Instructions for the task -
Copy out lines with the word "canvas" from the material that follows.

Source data -
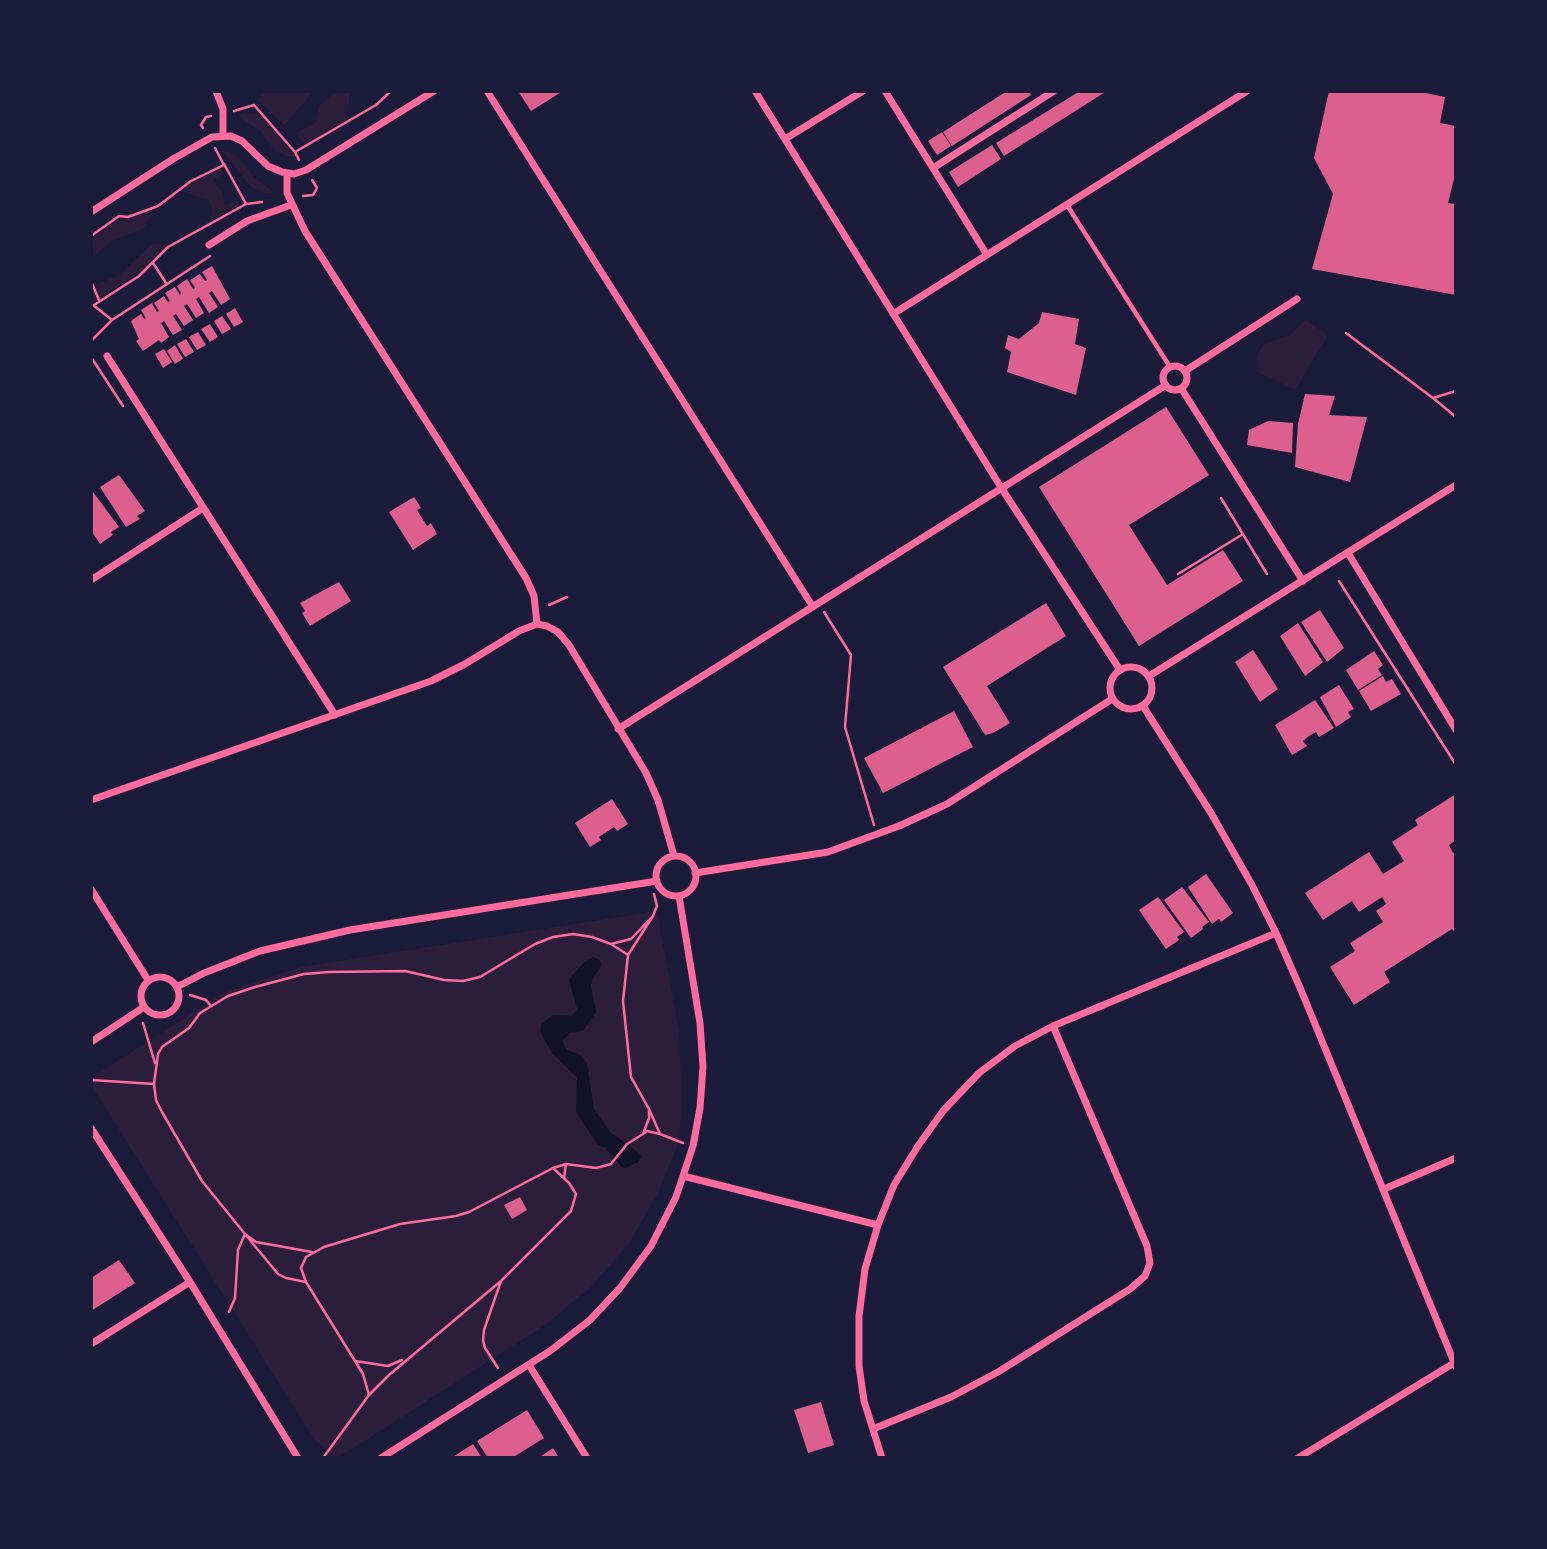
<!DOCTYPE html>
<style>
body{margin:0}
#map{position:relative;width:1547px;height:1549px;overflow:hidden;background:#1b1b3a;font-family:Montserrat,sans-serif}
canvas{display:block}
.frame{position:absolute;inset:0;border:93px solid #1b1b3a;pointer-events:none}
</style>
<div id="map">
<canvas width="1547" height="1549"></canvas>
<div class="frame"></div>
</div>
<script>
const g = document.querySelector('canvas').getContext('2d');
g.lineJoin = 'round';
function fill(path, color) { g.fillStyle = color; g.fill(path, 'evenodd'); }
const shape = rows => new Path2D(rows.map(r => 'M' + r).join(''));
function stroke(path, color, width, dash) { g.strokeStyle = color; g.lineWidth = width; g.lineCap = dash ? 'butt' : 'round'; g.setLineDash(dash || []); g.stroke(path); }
const green = shape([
 [266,91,314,91,285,125,258,101,260,95],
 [336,91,350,91,347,120,305,144,295,134,316,122,319,106],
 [258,112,295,156,285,156,275,151,260,131,241,118,238,114],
 [222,151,230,152,239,157,253,176,274,193,267,194,251,187],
 [221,168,224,173,213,180,223,192,225,205,238,200,240,204,210,221,212,206,208,200,180,191,191,183],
 [154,210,143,229,111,241,95,256,91,254,91,239,120,218,129,219],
 [153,243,167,245,138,273,91,303,91,287,119,275],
 [1306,320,1328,335,1295,390,1256,371,1257,356,1263,345,1289,335],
 [657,911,679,1032,682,1102,679,1142,658,1193,629,1244,590,1288,545,1325,338,1458,334,1458,314,1439,91,1085,91,1078,228,990,301,967]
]);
const water = shape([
 [593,957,600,960,602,965,593,978,591,985,596,1012,583,1031,570,1033,562,1041,567,1050,579,1054,587,1063,594,1109,610,1132,639,1153,641,1157,638,1162,626,1168,622,1167,605,1148,597,1144,576,1112,577,1078,551,1052,540,1031,541,1024,553,1015,572,1016,577,1009,569,979,585,961]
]);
const building = shape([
 [518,91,563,91,531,111],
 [1007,91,1029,91,1031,95,952,146,943,132],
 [1080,91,1107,91,1004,156,996,143],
 [1329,91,1416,91,1445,97,1440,123,1456,126,1456,171,1448,203,1456,204,1456,295,1312,269,1333,194,1314,158],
 [942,132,951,146,937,155,928,141],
 [992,145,1001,159,958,187,949,172],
 [212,266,230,299,221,305,212,291,209,293,218,307,209,313,199,297,196,299,204,313,196,318,187,304,184,306,193,320,184,326,176,314,173,316,182,330,173,335,164,321,161,323,169,337,161,343,159,340,143,351,136,341,139,339,131,321,141,314,144,319,146,318,141,310,152,303,157,312,159,311,154,303,164,296,168,302,170,301,165,293,175,287,180,295,181,293,177,286,187,279,193,289,195,288,190,280,200,274,205,281,207,280,202,272],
 [235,308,243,322,234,327,226,314],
 [1042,312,1079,319,1075,344,1086,348,1076,395,1007,372,1011,352,1005,348,1008,335,1019,339,1039,323],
 [222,316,231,329,222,334,214,321],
 [210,324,218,337,210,342,201,329],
 [198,332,206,345,197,350,189,337],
 [186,339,194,352,185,357,177,344],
 [175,345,183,359,175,364,167,351],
 [164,349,172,362,163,368,155,354],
 [1305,394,1335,396,1329,415,1367,417,1350,482,1295,467,1298,424],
 [1166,407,1209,475,1129,525,1167,585,1223,550,1243,581,1139,646,1039,487],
 [1268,421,1293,423,1292,453,1247,445,1249,430],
 [119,475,145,511,137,516,140,519,126,527,100,487],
 [93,492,119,527,111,532,113,535,100,544,91,530,91,493],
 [414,497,421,508,417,510,427,526,431,523,437,534,413,550,389,512],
 [339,582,351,601,310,626,302,613,305,611,300,603],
 [1046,603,1066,636,987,686,1010,723,993,733,985,735,943,667],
 [1320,610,1344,648,1327,662,1301,622],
 [1298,623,1323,662,1305,676,1280,636],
 [1253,650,1278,689,1260,702,1235,662],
 [1374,651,1383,665,1378,669,1382,675,1358,690,1346,670],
 [1383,676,1386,682,1392,679,1401,694,1371,711,1359,691],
 [1339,685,1354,709,1348,712,1351,717,1336,727,1320,697],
 [1315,700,1334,728,1319,737,1316,732,1309,736,1303,741,1307,746,1292,755,1275,725],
 [954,711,973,747,883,793,864,758],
 [1456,794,1456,840,1449,845,1453,853,1456,851,1456,934,1452,929,1384,972,1390,982,1354,1005,1330,967,1355,951,1350,943,1383,922,1376,911,1386,904,1382,897,1359,912,1352,901,1323,920,1305,893,1369,852,1383,874,1404,861,1392,842,1418,825,1415,820],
 [612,799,628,824,617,831,614,827,599,837,601,840,590,847,575,823],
 [1206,874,1233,913,1221,922,1219,919,1212,924,1188,887],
 [1182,887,1209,922,1202,927,1203,929,1191,938,1164,900],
 [1158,897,1184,932,1177,937,1179,940,1166,949,1139,910],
 [520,1197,527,1210,512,1219,504,1205],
 [119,1260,135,1283,91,1311,91,1278],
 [821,1402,834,1445,808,1453,794,1410],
 [527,1410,544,1438,512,1458,488,1458,477,1441],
 [473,1444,482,1458,451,1458],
 [553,1448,559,1458,538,1458]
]);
const path = shape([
 [234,111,254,105,295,152],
 [203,128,201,125,206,117,211,116],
 [299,160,295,152,376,105,391,91],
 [224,164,246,204],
 [303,196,313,195,317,188,312,180],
 [91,236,119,216,128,217,158,206,191,181,224,165,215,148],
 [153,263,166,283],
 [91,281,99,300],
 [93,305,112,320],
 [91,307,139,276,168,247,246,204,262,202],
 [1346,333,1433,398,1456,417],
 [91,341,112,320,210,256],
 [91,357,123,406],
 [1433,398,1456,391],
 [1221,498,1267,574],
 [1178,574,1243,534],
 [1339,581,1456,765],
 [549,605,567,597],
 [824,612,851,655,845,727,874,825],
 [653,916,657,906,654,894],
 [611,944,631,939,653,916,628,955],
 [190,995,206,1000,211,1006],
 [143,1023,155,1063],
 [91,1080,154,1084],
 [660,1134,647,1131,643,1134,649,1118,649,1109,660,1134,683,1143],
 [566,1164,596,1168,611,1164,627,1144,643,1134],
 [306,1282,286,1278,278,1274,245,1234,256,1242,312,1252],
 [229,1312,235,1298,238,1250,245,1234,202,1181,162,1112,156,1100,154,1084,158,1054,162,1047,189,1028,200,1013,228,996,255,987,304,974,329,972,405,971,444,980,463,981,480,977,535,944,553,937,573,934,592,937,611,944,628,955,623,1001,631,1077,649,1109],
 [355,1361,388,1366,402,1360],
 [498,1368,485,1348,483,1340,484,1330,501,1281],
 [369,1395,363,1374,355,1361,306,1282,301,1268,306,1257,324,1247,400,1224,456,1216,469,1212,553,1168,566,1164,564,1178],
 [323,1458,369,1395,389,1375,501,1281,571,1211,576,1194,569,1183,553,1168]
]);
const service = shape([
 [1067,205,1170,367]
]);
const minor = shape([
 [216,91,223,109,223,136],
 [487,91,813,607],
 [755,91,1002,489,1120,670],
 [885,91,987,255],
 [785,139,863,91],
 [933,168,1054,91],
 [287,174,287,193,305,231,526,578,534,596,537,624,547,626,558,632,569,645,646,773,658,800,674,856],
 [91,212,173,159,212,137,231,136,242,141,268,166,282,172,294,174,306,170,434,91],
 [209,245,247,221,291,205],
 [893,314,1247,91],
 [107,356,335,715],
 '1163 378a12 12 0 1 1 24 0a12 12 0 1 1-24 0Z',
 [1185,371,1297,299],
 [1181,388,1303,581],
 [1348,553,1456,730],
 [91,580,203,508],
 '1110 688a21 21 0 1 1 42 0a21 21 0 1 1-42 0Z',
 [1149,676,1456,485],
 [1143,706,1211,813,1252,885,1276,933,1301,990,1456,1367],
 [618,729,1166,385],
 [91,800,431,681,465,664,519,631,537,624],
 '656 876a20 20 0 1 1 40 0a20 20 0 1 1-40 0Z',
 [695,873,828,852,899,826,947,804,1112,699],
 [91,889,148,980],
 '141 996a19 19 0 1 1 38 0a19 19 0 1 1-38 0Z',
 [177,987,204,973,260,951,350,930,657,881],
 [91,1042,144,1007],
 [91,1128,190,1282,298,1458],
 [683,1176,878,1225],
 [1384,1189,1456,1158],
 [91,1344,190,1282],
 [529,1365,587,1458],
 [873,1429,951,1397,998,1372,1130,1289,1145,1276,1150,1263,1147,1246,1053,1026],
 [381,1458,550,1351,590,1320,620,1288,651,1246,676,1197,693,1146,700,1108,703,1067,700,1023,679,896],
 [882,1458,864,1401,859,1366,859,1316,865,1269,878,1225,894,1185,918,1146,943,1111,979,1073,1015,1046,1053,1026,1276,933],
 [1298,1458,1454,1363]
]);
fill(green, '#2a1e3b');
fill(water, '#12122b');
fill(building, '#dd5f8e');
stroke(path, '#ff6b9d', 2.5);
stroke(service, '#ff6b9d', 4.5);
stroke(minor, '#ff6b9d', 7);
</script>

Exercise answer -
canvas{display:block}
<canvas width="1547" height="1549"></canvas>
const g = document.querySelector('canvas').getContext('2d');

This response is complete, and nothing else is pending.